Buyers and sellers often agree that the selling company’s valuation assumes that the company will be sold on a cash-free, debt-free basis, with a normalized level of net working capital (“NWC”). To make sure you leave enough NWC in the business, you and the buyer will negotiate how much is enough. $300k? $1M? $2M?… $5M?
We all know the correct definition of working capital (Current business assets – current business liabilities = net working capital), but when you’re buying or selling a business, the formula is never that simple. Often cash is excluded from the formula. Or, if it’s included, it is commonly defined to ensure that only a normal operating minimum of cash is required as of closing (with the balance to be withdrawn by the seller). The buyer will want as much working capital as it can get, while the seller wants to keep as much cash as possible because he feels that cash accumulated is really in large part a measure of his past operations. Accordingly, the balance sheet rarely transfers from seller to buyer without adjustment to the purchase price, regardless of whether the transaction is structured as a sale of assets or stock. Working capital is always in flux, so the level at the purchase date is naturally important.
One major part of negotiating during due diligence is agreeing on the working capital target amount and agreeing on the formula for calculating the actual working capital for the company at closing and in the true-up (post-close). The normal purchase agreement will commonly state the anticipated working capital to be purchased, based on a normal operating level, and then will provide for a post-closing adjustment, to either add to or subtract from the purchase price, if the working capital level is markedly different from what would normally be expected.
As we all learned in accounting 101, insufficient capital to cover business expenses is one of the main reasons for business failure. That’s why net working capital is an important indicator of your business’s financial health, for your company and buyers, and lenders too. The more working capital you have, the “safer” the investment in your company is in the short-term.
Historical trends can be an important baseline for establishing a target working capital level. One of the key areas in financial due diligence is a net working capital investigation, in addition to a quality of earnings analysis. Often these analyses may have a potential positive or negative dollar impact to the buyer or the seller as part of a transaction. In most cases, since months have passed between the date of the initial offer to the actual closing date when the buyer acquires the company, a purchase price adjustment may be necessary to reflect changes in the seller company’s updated financial condition.
The selling company’s closing NWC should be an amount enough for the business to generate the same amount of cash flow used in determining the purchase price. Commonly, this is referred to as a “normalized level of net working capital.” This, however, may not be the same as the expected level of NWC at the time of closing. The normalized level of NWC is what the parties believe to be a fair level of NWC for the business as reflected in the pricing model, adjusted to account for normal day-to-day fluctuations in net working capital.
In establishing such norms, buyers may have concerns about current and solid cost basis for inventories (no least of cost or market adjustment required), collectible status of receivables, and proper reporting and clean accrual of earned liabilities to the date of closing.

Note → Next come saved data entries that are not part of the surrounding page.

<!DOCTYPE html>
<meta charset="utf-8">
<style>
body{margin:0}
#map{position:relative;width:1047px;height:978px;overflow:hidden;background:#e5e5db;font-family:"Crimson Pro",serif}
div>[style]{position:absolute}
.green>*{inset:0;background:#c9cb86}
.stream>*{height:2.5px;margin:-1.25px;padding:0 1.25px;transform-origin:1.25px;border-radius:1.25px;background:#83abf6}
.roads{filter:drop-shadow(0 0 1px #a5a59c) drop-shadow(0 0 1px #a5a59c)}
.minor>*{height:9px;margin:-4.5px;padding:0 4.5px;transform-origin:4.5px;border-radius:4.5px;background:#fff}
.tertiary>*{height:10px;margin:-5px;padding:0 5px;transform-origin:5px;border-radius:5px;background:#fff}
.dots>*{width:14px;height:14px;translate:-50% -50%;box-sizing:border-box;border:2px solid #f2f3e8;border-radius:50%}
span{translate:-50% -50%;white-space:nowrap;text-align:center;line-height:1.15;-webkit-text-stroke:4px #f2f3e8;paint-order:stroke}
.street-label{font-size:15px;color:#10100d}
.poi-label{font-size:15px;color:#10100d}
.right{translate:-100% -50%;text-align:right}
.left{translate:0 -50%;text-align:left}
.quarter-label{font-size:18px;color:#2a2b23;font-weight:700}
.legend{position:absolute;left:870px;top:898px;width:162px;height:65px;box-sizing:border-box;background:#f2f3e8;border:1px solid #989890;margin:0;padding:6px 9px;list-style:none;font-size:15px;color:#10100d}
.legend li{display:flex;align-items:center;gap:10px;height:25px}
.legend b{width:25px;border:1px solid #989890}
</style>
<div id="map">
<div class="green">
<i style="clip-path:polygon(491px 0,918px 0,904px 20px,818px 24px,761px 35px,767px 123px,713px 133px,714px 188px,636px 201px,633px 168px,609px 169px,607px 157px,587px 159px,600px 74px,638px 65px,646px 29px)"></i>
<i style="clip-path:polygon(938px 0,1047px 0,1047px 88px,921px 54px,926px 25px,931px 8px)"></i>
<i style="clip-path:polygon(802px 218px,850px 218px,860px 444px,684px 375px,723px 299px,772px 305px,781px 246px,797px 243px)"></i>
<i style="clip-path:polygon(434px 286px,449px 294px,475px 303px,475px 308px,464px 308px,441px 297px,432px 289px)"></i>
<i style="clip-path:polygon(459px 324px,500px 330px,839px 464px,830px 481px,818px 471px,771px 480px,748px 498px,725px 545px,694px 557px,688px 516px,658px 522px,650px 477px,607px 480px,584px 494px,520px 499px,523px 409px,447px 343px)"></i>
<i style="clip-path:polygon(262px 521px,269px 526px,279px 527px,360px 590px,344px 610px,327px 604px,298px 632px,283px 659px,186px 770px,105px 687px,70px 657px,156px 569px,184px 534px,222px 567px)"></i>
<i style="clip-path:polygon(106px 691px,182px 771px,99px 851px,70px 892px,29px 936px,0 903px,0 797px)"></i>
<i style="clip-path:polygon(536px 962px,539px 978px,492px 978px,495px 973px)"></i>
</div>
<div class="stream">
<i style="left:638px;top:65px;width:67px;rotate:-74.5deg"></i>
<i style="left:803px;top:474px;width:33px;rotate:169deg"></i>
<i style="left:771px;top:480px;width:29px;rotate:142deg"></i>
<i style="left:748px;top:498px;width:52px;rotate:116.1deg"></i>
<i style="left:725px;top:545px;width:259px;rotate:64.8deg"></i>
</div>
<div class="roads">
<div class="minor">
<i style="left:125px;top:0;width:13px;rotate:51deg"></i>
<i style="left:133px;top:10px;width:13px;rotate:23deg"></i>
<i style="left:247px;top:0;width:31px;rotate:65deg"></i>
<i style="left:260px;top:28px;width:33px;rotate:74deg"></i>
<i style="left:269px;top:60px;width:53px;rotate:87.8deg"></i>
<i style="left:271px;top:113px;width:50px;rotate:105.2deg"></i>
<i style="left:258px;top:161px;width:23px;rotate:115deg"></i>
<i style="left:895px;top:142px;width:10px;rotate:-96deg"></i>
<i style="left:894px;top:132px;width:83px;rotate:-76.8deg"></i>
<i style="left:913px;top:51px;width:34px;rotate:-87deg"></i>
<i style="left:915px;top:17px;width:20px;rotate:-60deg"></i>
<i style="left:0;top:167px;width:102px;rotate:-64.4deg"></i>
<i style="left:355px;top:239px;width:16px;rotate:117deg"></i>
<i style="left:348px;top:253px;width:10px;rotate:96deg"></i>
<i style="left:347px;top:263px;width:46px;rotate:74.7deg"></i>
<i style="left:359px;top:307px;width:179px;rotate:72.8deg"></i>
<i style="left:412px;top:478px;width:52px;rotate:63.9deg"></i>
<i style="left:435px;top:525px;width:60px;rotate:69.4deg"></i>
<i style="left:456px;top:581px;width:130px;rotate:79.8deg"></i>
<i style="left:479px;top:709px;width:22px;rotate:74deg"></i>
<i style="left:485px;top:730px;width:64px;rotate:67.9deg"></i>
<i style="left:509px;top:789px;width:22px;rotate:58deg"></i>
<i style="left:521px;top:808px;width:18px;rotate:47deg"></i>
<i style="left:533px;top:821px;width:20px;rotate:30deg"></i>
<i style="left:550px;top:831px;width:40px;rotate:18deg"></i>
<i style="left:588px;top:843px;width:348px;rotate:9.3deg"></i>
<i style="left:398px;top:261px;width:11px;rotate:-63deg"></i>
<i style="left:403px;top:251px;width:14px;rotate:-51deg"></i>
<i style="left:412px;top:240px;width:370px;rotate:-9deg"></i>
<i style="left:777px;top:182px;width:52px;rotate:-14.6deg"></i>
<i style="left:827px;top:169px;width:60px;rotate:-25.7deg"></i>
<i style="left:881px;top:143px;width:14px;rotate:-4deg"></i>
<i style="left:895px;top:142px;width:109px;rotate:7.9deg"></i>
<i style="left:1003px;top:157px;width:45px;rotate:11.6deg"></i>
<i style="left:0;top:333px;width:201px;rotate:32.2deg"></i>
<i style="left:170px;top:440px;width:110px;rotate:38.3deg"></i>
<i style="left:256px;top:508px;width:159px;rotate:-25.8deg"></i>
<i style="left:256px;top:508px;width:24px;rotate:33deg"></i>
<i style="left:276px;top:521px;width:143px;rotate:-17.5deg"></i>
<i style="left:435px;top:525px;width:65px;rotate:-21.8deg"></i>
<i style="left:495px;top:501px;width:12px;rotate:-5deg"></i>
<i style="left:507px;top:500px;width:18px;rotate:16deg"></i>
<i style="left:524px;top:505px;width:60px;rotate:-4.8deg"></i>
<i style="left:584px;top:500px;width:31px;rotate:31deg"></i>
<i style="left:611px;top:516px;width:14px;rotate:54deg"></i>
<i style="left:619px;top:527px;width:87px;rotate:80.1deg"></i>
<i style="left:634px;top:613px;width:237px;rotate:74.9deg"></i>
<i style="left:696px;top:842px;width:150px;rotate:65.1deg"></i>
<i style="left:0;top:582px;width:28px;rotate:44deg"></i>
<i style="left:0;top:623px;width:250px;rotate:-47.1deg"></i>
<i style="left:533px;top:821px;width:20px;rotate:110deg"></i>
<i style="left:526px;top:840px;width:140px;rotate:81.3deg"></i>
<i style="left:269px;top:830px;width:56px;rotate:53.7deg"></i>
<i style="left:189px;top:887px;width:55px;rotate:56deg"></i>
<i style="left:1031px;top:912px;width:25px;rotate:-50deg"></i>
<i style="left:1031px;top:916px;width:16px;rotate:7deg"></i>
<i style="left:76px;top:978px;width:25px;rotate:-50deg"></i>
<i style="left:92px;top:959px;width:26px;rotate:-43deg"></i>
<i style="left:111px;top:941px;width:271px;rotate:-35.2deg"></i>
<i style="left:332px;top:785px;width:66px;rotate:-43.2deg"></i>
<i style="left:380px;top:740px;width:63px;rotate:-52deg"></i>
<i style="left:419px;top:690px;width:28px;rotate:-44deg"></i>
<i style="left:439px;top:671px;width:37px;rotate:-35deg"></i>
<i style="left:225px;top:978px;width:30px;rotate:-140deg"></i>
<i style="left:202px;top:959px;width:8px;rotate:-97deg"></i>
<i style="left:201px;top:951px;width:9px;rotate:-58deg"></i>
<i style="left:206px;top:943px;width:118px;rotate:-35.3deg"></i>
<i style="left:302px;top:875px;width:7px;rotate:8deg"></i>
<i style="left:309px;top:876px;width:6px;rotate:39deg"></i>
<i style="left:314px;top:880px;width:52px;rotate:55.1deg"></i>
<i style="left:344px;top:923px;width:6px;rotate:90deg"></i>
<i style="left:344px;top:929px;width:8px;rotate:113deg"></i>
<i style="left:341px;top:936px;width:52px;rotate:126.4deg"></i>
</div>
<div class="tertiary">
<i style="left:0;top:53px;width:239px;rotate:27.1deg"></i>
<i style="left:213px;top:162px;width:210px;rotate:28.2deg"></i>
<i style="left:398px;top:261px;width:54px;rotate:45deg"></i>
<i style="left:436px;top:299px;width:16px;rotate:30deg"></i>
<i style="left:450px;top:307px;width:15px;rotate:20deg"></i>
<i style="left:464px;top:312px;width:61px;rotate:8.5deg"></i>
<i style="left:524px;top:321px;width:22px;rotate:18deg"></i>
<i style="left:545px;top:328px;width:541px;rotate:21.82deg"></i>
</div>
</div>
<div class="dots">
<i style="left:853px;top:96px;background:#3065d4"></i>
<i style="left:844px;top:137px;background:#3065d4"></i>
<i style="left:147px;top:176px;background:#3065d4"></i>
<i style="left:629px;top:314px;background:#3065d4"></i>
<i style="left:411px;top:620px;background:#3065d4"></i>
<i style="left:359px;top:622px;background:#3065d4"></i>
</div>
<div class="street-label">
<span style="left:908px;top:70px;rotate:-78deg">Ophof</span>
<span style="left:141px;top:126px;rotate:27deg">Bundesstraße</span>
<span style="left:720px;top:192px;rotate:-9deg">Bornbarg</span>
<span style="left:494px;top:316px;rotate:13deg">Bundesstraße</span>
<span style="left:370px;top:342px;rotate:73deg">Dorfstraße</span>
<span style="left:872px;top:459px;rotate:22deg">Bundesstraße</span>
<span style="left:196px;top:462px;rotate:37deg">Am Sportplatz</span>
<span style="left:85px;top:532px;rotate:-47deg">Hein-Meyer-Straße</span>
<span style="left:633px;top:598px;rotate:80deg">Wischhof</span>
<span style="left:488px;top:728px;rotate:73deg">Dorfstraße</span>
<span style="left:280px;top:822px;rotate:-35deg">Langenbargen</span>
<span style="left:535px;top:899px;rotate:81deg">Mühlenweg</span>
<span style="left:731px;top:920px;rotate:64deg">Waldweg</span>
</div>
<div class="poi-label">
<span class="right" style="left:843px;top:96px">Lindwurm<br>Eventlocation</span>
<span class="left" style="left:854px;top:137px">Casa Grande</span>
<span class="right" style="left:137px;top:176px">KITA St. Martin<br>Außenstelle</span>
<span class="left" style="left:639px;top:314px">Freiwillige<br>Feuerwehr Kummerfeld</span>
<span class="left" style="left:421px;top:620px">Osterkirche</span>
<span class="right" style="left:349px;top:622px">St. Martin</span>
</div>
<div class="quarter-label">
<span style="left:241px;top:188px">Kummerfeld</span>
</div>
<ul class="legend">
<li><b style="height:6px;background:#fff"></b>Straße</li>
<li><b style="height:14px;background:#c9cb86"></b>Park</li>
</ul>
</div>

In determining the closing NWC, buyers will look back at such final tally to do a “true-up” post-close. Naturally, it is critical that the parties utilize the same measurement mechanisms to assess. Measurements utilized by the seller in its operation of the business are often not refined to the level the buyer would expect for determining the closing date amount. Many privately-held businesses only book adjustments to reserves for bad debt, or write-offs of aging inventories one a year, as they move toward a year-end closing. Accordingly, such write-offs may not have been adjusted properly at an interim close date. A detailed study of all GAAP-required reserves will be important to the final settlement of a closing working capital tally.
Finally, when selling your business, NWC and NWC adjustments are not meant to be a big financial windfall for the seller or the buyer. Often some small portion of the purchase price will be required to be set aside, in cash, for significant post-closing adjustments which would have reduced purchase price under terms of the deal.